A frequent binge drinker was defined as a man who drank at least five drinks in a row, or a woman who drank four, at least three or more times in the two weeks before the survey.
Henry Wechsler, a social psychologist and Harvard researcher who led the study, said that until the past decade, alcohol abuse was the ''little secret'' of colleges.
''Colleges do have traditions where drinking is part of their culture, and that needs to be changed,'' Wechsler said.
Capt. Tony Kleibecker of the Michigan State University Police and Burke of the University of Wisconsin said many alcohol arrests come after football games or special events such as concerts.
Michigan State, with 42,600 students, ranked second in the survey in 1998 alcohol arrests with 655, and first in weapons violations with 49. Thirty of the weapons arrests were misdemeanors involving small knives or clubs, Kleibecker said.
According to the survey, the University of California at Berkeley was second in weapons violations with 34 on a campus of 30,300 students, followed by the University of North Carolina at Charlotte with 26 on its 16,500-student campus, and the University of North Carolina at Greensboro with 23 on its 12,530-student campus.

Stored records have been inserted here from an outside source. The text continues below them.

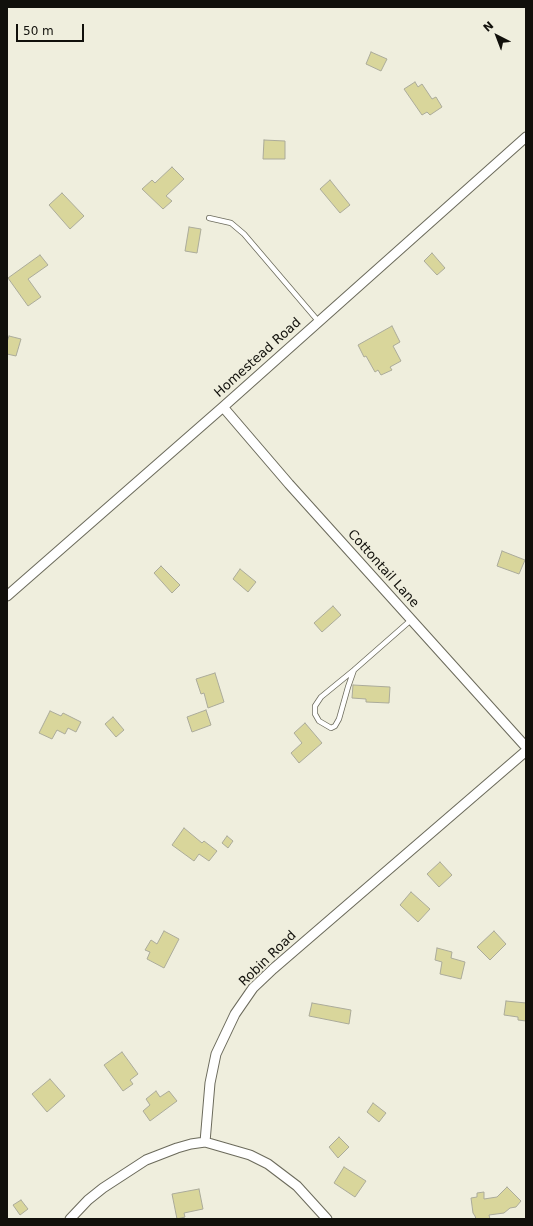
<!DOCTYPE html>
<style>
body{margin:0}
#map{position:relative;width:533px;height:1226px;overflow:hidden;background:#efeedd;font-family:"DejaVu Sans",sans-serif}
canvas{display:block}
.frame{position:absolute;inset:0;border:8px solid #11100b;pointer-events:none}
.north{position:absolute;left:477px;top:16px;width:40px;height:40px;-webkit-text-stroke:3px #efeedd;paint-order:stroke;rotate:318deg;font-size:11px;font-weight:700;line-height:16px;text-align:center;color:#11100b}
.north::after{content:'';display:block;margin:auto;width:14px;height:18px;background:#11100b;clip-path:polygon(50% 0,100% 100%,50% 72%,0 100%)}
.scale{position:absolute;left:16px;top:24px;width:68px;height:18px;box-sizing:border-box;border:2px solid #11100b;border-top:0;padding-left:5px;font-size:12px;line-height:14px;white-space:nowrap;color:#11100b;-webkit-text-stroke:3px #efeedd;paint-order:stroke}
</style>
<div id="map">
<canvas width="533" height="1226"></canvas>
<div class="frame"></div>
<div class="north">N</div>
<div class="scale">50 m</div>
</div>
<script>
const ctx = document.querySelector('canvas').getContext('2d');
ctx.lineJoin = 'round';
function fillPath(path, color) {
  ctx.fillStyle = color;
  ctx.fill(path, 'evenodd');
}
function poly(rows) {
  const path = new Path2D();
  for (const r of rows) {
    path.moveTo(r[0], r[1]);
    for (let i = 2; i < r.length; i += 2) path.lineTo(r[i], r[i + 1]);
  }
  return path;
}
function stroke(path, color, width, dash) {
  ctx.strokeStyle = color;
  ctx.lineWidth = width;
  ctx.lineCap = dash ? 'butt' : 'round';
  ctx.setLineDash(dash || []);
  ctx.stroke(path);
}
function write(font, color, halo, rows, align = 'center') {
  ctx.font = font + ' "DejaVu Sans",sans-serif';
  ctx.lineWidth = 4;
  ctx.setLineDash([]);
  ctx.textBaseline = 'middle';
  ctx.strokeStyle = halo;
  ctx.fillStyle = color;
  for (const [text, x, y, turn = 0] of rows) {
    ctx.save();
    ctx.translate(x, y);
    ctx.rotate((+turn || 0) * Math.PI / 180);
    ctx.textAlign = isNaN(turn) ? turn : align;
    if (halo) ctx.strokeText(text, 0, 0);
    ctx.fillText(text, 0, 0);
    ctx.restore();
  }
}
const building = poly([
 [371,52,387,59,381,71,366,64,371,52],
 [415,82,418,87,422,84,432,99,436,97,442,107,430,115,427,112,422,115,404,89,415,82],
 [264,140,285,141,285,159,263,159,264,140],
 [172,167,184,179,166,196,172,201,163,209,142,189,152,180,155,183,172,167],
 [330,180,350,205,340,213,320,189,330,180],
 [62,193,84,216,70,229,49,205,62,193],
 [189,227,201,229,197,253,185,251,189,227],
 [432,253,445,268,437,275,424,261,432,253],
 [40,255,48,265,28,279,41,297,28,306,8,278,40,255],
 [392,326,400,342,393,346,401,361,390,367,392,370,381,375,378,370,375,372,366,356,364,357,358,345,392,326],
 [9,336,21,339,16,356,7,354,7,342,9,336],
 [502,551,525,560,519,574,497,566,502,551],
 [161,566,180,585,172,593,154,573,161,566],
 [240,569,256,582,248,592,233,579,240,569],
 [333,606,341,615,322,632,314,623,333,606],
 [215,673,224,702,208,708,204,693,201,694,196,679,215,673],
 [353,685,390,687,389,703,366,702,366,699,352,698,353,685],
 [206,710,211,725,192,732,187,717,206,710],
 [50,711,61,716,63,713,81,722,76,732,68,728,65,734,57,730,52,739,39,733,50,711],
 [113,717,124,730,116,737,105,724,113,717],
 [305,723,322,743,299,763,291,753,302,743,294,733,305,723],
 [184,828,202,843,204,841,217,851,209,861,199,854,194,861,172,845,184,828],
 [227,836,233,841,228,848,222,843,227,836],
 [440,862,452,875,439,887,427,874,440,862],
 [411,892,430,909,418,922,400,905,411,892],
 [164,931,179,939,164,968,147,959,150,952,145,950,151,940,157,944,164,931],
 [494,931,506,944,490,960,477,947,494,931],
 [437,948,452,952,451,958,465,962,461,979,440,974,442,962,435,960,437,948],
 [506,1001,526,1003,526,1021,518,1020,518,1017,504,1015,506,1001],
 [312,1003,351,1010,349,1024,309,1016,312,1003],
 [122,1052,138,1074,130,1080,133,1084,123,1091,104,1065,122,1052],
 [50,1079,65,1096,47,1112,32,1094,50,1079],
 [156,1091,160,1097,169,1091,177,1101,150,1121,143,1111,150,1105,146,1099,156,1091],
 [373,1103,386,1113,379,1122,367,1112,373,1103],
 [339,1137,349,1147,338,1158,329,1147,339,1137],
 [344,1167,366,1181,355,1197,334,1183,344,1167],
 [507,1187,521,1201,516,1207,510,1208,504,1213,489,1215,490,1219,476,1219,475,1216,473,1213,471,1198,477,1197,477,1193,484,1192,484,1199,497,1197,507,1187],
 [199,1189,203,1209,184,1213,185,1217,177,1219,172,1194,199,1189],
 [21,1200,28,1209,20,1215,13,1205,21,1200]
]);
const service = poly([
 [209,218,231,223,244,234,319,322],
 [354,670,348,687,339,719,335,726,331,728,319,721,315,714,315,706,321,697,354,670,411,620]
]);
const minor = poly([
 [223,407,289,484,526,747],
 [7,596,223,407,526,137],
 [205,1142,250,1155,268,1164,297,1186,327,1219],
 [70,1219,88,1200,103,1188,146,1160,177,1148,191,1144,205,1142,210,1083,216,1054,235,1014,253,988,273,969,526,751]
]);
const streetNames = [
 ["Homestead Road",258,358,-42],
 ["Cottontail Lane",383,569,48],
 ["Robin Road",268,959,-44]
];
fillPath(building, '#d9d69b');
stroke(building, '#abab9a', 1);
stroke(service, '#6b6a5b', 6);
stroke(minor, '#6b6a5b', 11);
stroke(service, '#fff', 4.5);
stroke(minor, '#fff', 9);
write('13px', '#11100b', '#efeedd', streetNames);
</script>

Berkeley also led the survey's list in drug arrests with 280, followed by Rutgers University at New Brunswick with 138 on a campus of 34,420; North Carolina at Greensboro with 132; and the University of Arizona with 123 a campus of 33,740.
The survey found 20 murders and one manslaughter case reported in 1998, compared with 18 murders and two manslaughter cases in 1997.
Reports of robbery, burglary and motor vehicle theft declined from 1997 to 1998.
After the University of Wisconsin at Madison and Michigan State University, the schools listed in the survey with the highest numbers of alcohol arrests in 1998 were the University of Minnesota-Twin Cities with 606 on a campus of 45,400; Western Michigan University with 405 on a campus of 26,130; and Berkeley with 382.
Alcohol often plays a role in the other crimes, particularly sex offenses, said Nancy Schulte, coordinator of drug education services at George Mason University in Fairfax, Va.
As a result, she said, colleges are beefing up alcohol and drug awareness programs. They need to be asking themselves, ''How am I vulnerable?'' she said.